[[ Task input open ]]

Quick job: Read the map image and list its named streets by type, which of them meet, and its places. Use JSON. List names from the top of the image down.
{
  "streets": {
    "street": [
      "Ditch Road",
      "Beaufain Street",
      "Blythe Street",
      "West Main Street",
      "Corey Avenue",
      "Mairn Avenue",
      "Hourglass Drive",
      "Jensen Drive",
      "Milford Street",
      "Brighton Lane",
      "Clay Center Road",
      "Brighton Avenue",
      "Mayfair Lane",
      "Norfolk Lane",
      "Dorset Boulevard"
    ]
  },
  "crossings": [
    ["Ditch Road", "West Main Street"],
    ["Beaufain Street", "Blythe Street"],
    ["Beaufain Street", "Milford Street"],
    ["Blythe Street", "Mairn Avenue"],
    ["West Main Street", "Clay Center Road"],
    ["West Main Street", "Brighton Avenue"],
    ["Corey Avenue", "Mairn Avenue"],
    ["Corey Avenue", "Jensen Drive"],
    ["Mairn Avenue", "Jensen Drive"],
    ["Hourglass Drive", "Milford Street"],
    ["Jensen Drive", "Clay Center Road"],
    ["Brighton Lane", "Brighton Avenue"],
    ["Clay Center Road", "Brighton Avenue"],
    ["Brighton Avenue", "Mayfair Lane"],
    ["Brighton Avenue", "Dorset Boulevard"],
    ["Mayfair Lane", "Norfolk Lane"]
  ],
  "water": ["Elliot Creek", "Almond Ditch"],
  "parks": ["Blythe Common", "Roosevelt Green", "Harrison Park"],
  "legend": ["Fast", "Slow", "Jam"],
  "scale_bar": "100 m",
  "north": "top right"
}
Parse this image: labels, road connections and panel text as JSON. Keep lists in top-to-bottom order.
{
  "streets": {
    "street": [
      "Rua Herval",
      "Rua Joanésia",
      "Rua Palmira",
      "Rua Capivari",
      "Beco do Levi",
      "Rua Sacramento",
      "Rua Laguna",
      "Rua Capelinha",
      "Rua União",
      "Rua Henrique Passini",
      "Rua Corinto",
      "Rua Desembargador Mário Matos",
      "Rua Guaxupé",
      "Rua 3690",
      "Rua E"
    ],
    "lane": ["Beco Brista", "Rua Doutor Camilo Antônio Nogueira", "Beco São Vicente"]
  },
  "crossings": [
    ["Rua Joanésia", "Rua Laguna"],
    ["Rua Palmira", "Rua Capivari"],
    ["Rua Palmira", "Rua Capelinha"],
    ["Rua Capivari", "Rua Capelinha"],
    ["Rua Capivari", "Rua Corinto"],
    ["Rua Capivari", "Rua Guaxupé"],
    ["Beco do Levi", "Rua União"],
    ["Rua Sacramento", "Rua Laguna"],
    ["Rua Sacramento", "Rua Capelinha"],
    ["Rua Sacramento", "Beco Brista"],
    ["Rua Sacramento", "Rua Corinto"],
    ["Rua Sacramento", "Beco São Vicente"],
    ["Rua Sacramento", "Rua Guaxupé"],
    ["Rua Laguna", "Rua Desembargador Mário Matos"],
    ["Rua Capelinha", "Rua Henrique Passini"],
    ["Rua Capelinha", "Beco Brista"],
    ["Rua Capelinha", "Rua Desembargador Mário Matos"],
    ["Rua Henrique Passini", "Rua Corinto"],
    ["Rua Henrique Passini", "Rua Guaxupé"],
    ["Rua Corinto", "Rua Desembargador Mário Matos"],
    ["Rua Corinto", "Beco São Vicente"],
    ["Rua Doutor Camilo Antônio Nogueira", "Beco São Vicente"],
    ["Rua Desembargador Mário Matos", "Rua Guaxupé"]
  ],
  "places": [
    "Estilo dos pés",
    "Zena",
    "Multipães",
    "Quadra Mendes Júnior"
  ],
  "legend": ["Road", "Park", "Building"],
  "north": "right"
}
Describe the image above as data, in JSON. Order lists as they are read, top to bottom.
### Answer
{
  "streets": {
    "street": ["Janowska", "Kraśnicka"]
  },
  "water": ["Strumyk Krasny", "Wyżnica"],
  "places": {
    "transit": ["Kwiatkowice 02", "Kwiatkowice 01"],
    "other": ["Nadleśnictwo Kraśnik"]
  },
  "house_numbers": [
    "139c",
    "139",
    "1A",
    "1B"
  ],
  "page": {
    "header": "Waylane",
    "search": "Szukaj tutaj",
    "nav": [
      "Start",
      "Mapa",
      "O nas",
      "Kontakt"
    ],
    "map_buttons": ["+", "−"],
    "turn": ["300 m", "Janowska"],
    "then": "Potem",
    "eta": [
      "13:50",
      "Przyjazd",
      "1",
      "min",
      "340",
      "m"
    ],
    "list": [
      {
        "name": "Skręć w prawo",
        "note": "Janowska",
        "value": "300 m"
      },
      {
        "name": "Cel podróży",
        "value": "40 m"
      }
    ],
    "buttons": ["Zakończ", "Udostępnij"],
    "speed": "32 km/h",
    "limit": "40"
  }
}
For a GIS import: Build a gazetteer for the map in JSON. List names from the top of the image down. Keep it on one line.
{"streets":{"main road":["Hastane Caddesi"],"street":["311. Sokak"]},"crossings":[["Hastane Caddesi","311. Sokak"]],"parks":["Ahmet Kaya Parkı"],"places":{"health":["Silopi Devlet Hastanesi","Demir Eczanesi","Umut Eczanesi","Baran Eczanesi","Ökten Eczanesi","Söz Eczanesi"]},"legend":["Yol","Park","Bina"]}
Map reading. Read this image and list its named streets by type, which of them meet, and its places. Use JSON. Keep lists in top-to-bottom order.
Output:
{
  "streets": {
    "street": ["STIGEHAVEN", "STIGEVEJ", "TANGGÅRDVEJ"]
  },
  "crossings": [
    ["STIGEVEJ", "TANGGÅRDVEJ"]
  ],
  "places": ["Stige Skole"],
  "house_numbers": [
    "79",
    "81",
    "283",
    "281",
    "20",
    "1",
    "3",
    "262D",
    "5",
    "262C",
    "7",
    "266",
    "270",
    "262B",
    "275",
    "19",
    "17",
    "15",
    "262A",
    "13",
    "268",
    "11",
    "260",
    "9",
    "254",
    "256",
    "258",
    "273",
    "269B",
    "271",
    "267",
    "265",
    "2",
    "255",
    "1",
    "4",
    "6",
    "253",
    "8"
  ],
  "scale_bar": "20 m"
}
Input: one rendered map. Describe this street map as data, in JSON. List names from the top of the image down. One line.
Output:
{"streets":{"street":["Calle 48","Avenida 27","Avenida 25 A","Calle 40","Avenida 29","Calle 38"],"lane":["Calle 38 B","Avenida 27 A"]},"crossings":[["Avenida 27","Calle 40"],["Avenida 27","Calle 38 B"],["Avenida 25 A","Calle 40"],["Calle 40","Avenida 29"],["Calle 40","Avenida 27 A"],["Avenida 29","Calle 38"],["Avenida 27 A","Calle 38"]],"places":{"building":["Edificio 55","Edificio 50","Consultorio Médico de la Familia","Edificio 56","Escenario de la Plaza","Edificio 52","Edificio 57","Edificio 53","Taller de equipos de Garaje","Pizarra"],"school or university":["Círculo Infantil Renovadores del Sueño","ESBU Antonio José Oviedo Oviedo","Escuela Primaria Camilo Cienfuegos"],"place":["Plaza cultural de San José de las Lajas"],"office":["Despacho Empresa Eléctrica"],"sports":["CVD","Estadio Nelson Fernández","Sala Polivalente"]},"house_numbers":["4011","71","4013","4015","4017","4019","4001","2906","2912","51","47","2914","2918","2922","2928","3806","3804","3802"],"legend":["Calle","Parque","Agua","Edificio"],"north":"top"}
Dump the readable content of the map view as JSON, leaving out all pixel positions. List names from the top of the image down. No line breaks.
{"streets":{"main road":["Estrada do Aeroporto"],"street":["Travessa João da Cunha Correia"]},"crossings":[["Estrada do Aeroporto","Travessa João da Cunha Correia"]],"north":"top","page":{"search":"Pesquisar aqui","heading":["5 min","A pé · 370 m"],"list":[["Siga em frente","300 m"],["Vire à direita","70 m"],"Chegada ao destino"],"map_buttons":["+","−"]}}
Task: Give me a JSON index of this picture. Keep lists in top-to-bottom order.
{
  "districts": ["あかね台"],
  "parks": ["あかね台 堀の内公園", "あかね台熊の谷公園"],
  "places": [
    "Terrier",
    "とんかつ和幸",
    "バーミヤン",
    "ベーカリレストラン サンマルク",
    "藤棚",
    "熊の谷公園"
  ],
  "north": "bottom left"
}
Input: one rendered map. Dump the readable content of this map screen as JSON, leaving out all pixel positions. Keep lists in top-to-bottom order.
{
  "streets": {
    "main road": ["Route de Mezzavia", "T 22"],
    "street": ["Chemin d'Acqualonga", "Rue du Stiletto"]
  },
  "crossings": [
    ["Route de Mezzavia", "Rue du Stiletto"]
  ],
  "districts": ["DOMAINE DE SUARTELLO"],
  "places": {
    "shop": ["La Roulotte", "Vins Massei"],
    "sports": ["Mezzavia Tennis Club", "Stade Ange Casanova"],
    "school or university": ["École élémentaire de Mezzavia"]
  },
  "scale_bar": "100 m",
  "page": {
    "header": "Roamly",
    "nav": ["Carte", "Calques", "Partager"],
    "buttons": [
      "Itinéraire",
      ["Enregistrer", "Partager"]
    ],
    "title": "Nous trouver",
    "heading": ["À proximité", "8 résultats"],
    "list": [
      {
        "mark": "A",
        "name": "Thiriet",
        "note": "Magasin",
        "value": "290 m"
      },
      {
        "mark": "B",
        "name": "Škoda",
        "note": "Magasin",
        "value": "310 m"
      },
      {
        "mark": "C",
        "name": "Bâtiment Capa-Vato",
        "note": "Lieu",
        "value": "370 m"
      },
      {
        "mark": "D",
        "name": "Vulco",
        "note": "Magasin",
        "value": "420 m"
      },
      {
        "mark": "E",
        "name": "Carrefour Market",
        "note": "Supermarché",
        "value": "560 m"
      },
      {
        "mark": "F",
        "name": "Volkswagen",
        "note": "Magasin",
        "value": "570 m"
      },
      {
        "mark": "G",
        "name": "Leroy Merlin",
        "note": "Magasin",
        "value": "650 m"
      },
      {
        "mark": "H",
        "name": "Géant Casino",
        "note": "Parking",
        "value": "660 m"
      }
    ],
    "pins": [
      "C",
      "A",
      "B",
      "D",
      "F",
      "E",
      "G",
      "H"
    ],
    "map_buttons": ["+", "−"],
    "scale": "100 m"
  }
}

[[ Task input closed ]]

Your objective: Count the lines of the records that contain the word "Milford". Give only the count.

Written response: 3